Но сорок первого года в разрешенном обиходе не должно было быть. О нем лучше было вообще не упоминать, но уж совсем нельзя было его проклинать. Ибо это был год хитрого заманивания противника в глубь родной территории с тем, чтобы тем верней там его разбить, что, как известно, под Москвой отчасти и удалось. Потом, правда, благодаря отсутствию второго фронта противник сумел уже сам заманиться до Кавказа и Волги, но тут ему настало и кончение. С этого и следует начинать размышления на эту тему. При чем же тут проклятия сорок первому году? И редактор, вполне доброжелательно относившийся к Гудзенко, желавший «пробить» его книгу и это «гвоздевое» в ней стихотворение, должен был настоять на изменении этой строки.
Тот, кто редактировал «Читая Фауста» Сельвинского, видимо, просто перестарался. Впрочем, там и дело было не в скрываемых реалиях, а в пафосе — в самостоятельной постановке и решении моральных проблем современности. Решалось все за здравие и «в духе», но этот пафос самостоятельности оскорблял. Кроме того, требовалось, чтобы все до конца было всегда понятно интеллектуально и эстетически не готовым к этому контролерам.
Конечно, бывали и исключения. Касаться реальности разрешалось Шолохову. До определенного времени допускалась хорошая военная проза: Виктор Некрасов, Вера Панова, Эммануил Казакевич.

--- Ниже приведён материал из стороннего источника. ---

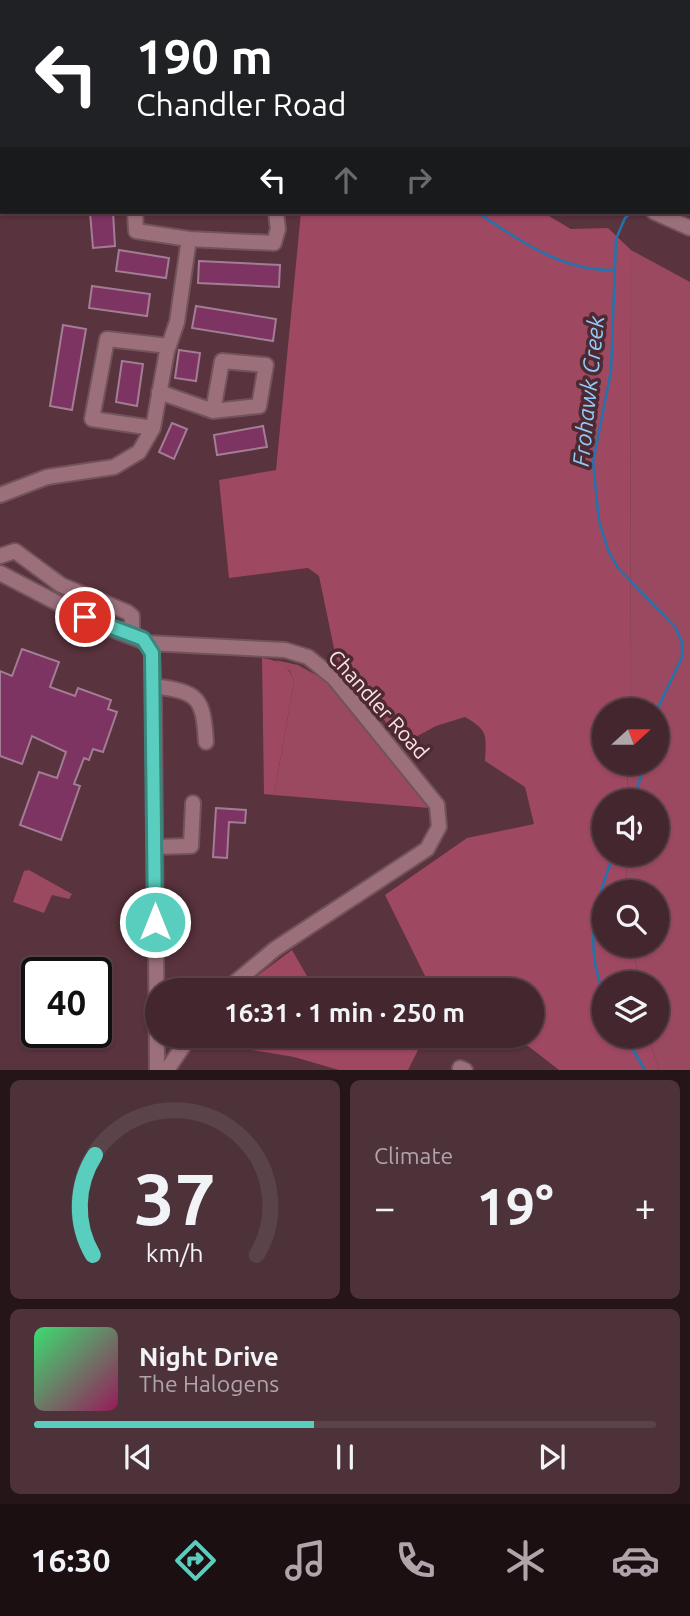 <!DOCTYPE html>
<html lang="en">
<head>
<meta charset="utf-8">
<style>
	:root { --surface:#43262e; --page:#4d323a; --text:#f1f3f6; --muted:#afa5aa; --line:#5b434a; --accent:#59cebf }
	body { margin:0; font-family:Ubuntu,sans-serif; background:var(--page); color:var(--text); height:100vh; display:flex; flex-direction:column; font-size:26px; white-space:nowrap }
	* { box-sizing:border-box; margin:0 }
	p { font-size:23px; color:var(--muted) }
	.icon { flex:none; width:38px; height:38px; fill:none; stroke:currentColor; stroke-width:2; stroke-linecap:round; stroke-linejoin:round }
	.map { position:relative; height:1070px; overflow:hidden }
	.side { display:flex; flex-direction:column; gap:10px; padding:10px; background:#251519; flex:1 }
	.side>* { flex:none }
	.guide { position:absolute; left:0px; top:0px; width:691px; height:214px; box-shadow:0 2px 5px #0004,0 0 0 2px var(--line); background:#202124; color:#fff; overflow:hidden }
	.needle { width:46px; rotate:69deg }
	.tools { position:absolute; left:592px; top:698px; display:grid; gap:14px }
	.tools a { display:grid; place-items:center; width:77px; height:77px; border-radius:50%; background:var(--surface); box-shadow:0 2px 5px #0004,0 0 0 2px var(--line); font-size:35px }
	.speed { position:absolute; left:21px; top:957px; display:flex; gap:14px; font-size:35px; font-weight:700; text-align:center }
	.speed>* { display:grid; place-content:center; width:91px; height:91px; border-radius:50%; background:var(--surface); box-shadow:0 2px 5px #0004,0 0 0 2px var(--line); line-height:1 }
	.speed .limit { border:4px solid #111; border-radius:10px; background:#fff; color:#111 }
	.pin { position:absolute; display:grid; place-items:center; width:60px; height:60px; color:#fff; margin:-30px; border:4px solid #fff; border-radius:50%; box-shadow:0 2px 7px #0007 }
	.me { position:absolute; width:77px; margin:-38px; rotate:0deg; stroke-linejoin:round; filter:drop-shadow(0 0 5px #0008) }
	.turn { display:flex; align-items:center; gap:24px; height:147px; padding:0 21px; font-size:32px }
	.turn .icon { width:91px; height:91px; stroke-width:2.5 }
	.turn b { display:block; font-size:49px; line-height:60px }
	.lanes { display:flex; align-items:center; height:66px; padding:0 21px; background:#0003; justify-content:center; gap:35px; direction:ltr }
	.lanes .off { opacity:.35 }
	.big { font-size:52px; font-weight:700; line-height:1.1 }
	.side .card { flex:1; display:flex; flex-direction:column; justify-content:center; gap:10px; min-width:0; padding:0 24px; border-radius:10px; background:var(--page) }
	.side .dial { align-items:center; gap:0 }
	.dial svg { height:182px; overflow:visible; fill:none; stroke:var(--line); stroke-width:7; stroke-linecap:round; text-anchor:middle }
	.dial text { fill:var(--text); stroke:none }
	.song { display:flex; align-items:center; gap:21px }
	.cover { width:84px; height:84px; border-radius:10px; background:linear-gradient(135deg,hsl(140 70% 55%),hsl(330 70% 35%)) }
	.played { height:7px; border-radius:4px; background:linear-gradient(90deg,var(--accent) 45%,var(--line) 45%) }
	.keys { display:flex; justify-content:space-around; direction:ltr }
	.heat { display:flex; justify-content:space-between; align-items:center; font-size:38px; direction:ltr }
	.side .tiles { flex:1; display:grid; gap:10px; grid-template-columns:1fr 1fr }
	.card:last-child { grid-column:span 2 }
	.trip { position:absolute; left:145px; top:978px; width:399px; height:70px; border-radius:35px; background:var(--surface); box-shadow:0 2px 5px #0004,0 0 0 2px var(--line); font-weight:700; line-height:70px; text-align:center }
	.tabs { display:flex; height:112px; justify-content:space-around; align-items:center; background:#1b0f12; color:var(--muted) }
	.tabs .icon { width:49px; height:49px }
	.tabs .selected { color:var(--accent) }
	.tabs b { font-size:32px; color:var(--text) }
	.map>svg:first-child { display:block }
	.green { fill:#9a4960 }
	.forest { fill:#9e4861 }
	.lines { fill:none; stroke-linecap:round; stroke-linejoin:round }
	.stream { stroke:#2174ad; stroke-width:2.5 }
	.building { fill:#7d3463; stroke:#a37d93; stroke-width:2 }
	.minor-casing { stroke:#72525b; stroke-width:18 }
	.minor { stroke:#9b707a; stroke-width:14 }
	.route-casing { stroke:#3a867c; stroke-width:18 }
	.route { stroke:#59cebf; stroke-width:12 }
	.labels { text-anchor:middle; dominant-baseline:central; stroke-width:7; stroke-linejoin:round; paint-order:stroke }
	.street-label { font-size:21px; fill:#fbe2e7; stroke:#4d2932 }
	.water-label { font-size:23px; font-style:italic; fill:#91caf9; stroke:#4d2932 }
</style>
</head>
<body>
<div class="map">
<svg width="690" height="1070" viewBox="0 0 690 1070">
	<rect width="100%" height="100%" fill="#59333d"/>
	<path class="green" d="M 631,250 L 690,282 L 690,1070 L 659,1070 L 648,1036 L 656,1036 L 656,984 L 638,983 L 634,945 L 656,945 L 656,892 L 627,892 L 626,854 L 656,854 L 656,802 L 627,801 L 628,763 L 656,763 L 656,710 L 630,710 Z
		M 275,660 L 298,665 L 325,680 L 426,795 L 429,808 L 274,795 L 294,681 L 290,671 Z
		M 29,870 L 72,894 L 69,899 L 52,895 L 44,913 L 13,902 L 24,871 Z"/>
	<path class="forest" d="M 301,212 L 542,212 L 571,229 L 608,228 L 631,250 L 630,710 L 604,710 L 604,763 L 628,763 L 627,801 L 604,802 L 604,854 L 626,854 L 627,892 L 604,892 L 604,945 L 634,945 L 638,983 L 604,984 L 604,1036 L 648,1036 L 659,1070 L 559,1070 L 528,1046 L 462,1037 L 422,1042 L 408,1070 L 339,1070 L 294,1057 L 216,1044 L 189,1045 L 198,1036 L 532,1036 L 532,990 L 405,990 L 426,978 L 385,895 L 467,838 L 534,824 L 525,787 L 485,761 C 486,735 489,731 465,717 L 436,726 L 403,744 L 336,658 L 319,576 L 308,568 L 229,578 L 219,480 L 276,470 Z
		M 262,658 C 277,660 289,665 294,681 L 274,795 L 264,794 Z
		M 292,950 L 315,990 L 238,990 Z"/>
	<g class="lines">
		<path class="stream" d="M 262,0 L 265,2
			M 477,212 C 518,240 563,272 615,270
			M 632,212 L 625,218 L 616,239 L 611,371 L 593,462 L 599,521 L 608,550 L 618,568 L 676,628 L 682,643 L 682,657 L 656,712
			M 634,802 L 644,763
			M 604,993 C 583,946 596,899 614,854
			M 625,1036 L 645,1070"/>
	</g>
	<path class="building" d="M 90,212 L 113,212 L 115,246 L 93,248 Z
		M 119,250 L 169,258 L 166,278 L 116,271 Z
		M 199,261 L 280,265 L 279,287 L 198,283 Z
		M 92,286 L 150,294 L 147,316 L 89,308 Z
		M 196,306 L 276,319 L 273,341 L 192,328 Z
		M 63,325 L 86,329 L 72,410 L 50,406 Z
		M 179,350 L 200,353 L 196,381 L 175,378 Z
		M 122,361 L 143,364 L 137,406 L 116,402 Z
		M 172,423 L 187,429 L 174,459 L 159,452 Z
		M 263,426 L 267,447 L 217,455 L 214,435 Z
		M 22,649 L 59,662 L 50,687 L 75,696 L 78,688 L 111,700 L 108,709 L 117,712 L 103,752 L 93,749 L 89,760 L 84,758 L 74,784 L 80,786 L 61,840 L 20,825 L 39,772 L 57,778 L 66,752 L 32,736 L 22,764 L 0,756 L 0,671 L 12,676 Z
		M 216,808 L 246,810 L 245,823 L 229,822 L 227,858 L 213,857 Z"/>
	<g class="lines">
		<g class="minor-casing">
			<path id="minor" d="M 472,0 L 472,2
				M 0,115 L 2,115
				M 0,183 L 2,173
				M 135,212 L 136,231 L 189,239 L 274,243 L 278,229 L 276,212
				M 654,212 L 690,228
				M 159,392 L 213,411 L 222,361 L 266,365 L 259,406 L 213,411
				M 153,428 L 92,419 L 107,339 L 169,346
				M 0,495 L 47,477 L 114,467 L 139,452 L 153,428 L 167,351 L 177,322 L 189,239
				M 0,556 L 15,551 L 61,585 L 127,612 L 132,616 L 132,635
				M 0,573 L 96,623 L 148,643 L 285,650 L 308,657 L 334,678 L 437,805 L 439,827 L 427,849 L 275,949 L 226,990
				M 148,643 L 152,653 L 154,704 L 157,1070
				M 153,686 C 199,692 203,697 206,742
				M 154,847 L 191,846 L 193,803
				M 460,1068 L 465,1070
				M 167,1070 L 190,1036"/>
		</g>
		<use href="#minor" class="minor"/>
	</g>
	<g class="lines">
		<g class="route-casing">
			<path id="route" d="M 85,617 L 143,639 L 152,653 L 155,922"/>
		</g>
		<use href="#route" class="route"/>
	</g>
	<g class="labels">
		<g class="street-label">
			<text transform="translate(379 704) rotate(48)">Chandler Road</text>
		</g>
		<g class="water-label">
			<text transform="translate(588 391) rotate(-84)">Frohawk Creek</text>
		</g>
	</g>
</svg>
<div class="tools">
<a><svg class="needle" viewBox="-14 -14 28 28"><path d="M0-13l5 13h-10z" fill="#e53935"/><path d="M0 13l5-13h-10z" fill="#afa5aa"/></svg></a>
<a><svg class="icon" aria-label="sound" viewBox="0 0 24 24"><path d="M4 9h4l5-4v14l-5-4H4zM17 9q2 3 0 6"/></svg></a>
<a><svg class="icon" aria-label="search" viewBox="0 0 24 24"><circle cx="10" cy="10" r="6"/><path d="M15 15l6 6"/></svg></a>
<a><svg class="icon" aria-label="layers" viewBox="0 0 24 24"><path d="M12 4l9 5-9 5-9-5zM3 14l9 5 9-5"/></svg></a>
</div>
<div class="speed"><div class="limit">40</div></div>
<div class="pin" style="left:85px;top:617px;background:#d93025"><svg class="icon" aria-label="arrive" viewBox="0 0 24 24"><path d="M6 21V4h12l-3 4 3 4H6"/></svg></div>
<svg class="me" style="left:155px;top:922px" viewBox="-20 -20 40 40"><circle r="17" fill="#59cebf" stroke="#fff" stroke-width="3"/><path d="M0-11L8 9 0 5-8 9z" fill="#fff"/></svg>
<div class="trip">16:31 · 1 min · 250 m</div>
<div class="guide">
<div class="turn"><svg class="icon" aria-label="left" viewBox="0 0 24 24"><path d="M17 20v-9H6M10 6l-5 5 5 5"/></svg><div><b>190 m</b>Chandler Road</div></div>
<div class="lanes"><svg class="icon" aria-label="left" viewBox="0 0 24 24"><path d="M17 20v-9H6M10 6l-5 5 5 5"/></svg><svg class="icon off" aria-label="ahead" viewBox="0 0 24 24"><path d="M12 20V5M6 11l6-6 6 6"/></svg><svg class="icon off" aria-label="right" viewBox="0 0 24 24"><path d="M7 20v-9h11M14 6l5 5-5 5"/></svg></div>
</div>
</div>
<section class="side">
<div class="tiles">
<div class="card dial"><svg viewBox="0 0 100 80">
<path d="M14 69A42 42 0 1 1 86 69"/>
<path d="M14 69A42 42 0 0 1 15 25" stroke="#59cebf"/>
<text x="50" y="56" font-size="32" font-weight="700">37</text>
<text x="50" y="72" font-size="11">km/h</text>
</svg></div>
<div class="card"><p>Climate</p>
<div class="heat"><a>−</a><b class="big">19°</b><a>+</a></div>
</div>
<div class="card">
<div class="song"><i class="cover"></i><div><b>Night Drive</b><p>The Halogens</p></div></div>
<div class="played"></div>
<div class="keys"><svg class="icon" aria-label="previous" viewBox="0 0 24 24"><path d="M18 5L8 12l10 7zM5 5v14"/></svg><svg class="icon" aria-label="pause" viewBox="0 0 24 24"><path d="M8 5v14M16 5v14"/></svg><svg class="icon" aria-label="next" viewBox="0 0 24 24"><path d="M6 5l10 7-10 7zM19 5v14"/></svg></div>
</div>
</div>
</section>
<nav class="tabs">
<b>16:30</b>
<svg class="icon selected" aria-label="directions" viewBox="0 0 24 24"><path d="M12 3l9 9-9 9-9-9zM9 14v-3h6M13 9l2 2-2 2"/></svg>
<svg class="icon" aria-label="music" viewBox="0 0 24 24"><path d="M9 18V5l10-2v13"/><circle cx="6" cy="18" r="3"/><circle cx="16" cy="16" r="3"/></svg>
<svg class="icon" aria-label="phone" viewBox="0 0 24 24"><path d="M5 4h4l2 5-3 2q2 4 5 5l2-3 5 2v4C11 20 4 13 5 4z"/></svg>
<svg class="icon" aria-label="climate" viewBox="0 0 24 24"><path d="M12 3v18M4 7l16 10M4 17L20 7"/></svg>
<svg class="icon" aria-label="car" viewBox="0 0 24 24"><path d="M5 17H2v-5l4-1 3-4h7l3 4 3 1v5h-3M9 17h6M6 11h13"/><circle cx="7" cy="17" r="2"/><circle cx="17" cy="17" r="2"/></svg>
</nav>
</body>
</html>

С поэзией все было сложней. Особо поощрялась, так сказать, народная. Как уже говорилось, я думаю, что Твардовский проходил безболезненно потому, что его принимали за «национального по форме», то есть за русского Джамбула или Сулеймана Стальского, противопоставленного, так сказать, «интеллигентщине». Но это — другая тема. Сгоряча дали Сталинскую премию даже трагической поэме «Дом у дороги», но потом спохватились и обругали. Человек, железной рукой приведший страну к тому, чтобы 22 июня 1941 года было для нас внезапным нападением, не любил, чтоб война выглядела народной трагедией — цепь героических гибелей, не больше. Хотя во время войны и по поводу войны какие-то реалии допускались.
Но стихи, прямо претендующие на обобщение, власть выносила тяжело. А Сельвинского тянуло именно в эту сторону. Конечно, защитить свою вещь — хотя бы отказом ее публиковать (не демонстративным, что было смертельно, а просто как бы не справиться с переделками), он мог. Но, видимо, перед исторически прогрессивной властью, желая оставаться на уровне истории и прогресса, поэт, считавший своей обязанностью выражать дух времени, был бессилен.
Его травили давно и часто. Временами он сам ощущал свою неуместность: «И завидуешь каждой луже. / Как бы стать мне помельче… поуже…» И даже бунтовал. Но, конечно, не в политике — только в теории искусства. Вместо социалистического реализма, который только что изобрели, предложил не менее социалистический символизм — то же самое в более обобщенных и индивидуальных формах. Другими словами, внес путаницу в руководство искусством. Слава Богу, отнеслись, как к чудачеству — просто измордовали.
Из того, что я рассказываю, может возникнуть образ инфантильного худосочного романтического идеалиста. Я рассказываю правду, но таким он не был и так даже не выглядел. Он был высоким, крепким, явно спортивным, выглядел очень солидно и значительно. Да и был таким. Печать инфантильности накладывало на него, как и на многих других, само время. Общей своей атмосферой, когда неинфантильное доверие к логике и собственным глазам выглядит несолидно, как мальчишество, а инфантильные соображения, наоборот, казались единственно серьезными, манили возможностью выхода. Как-никак инфантильность требовалась от всех.
Конечно, выходом она была иллюзорным, но она позволяла жить и активничать, на ней он кое-что строил, проникал в русскую историю, размышлял об исторической драме в стихах.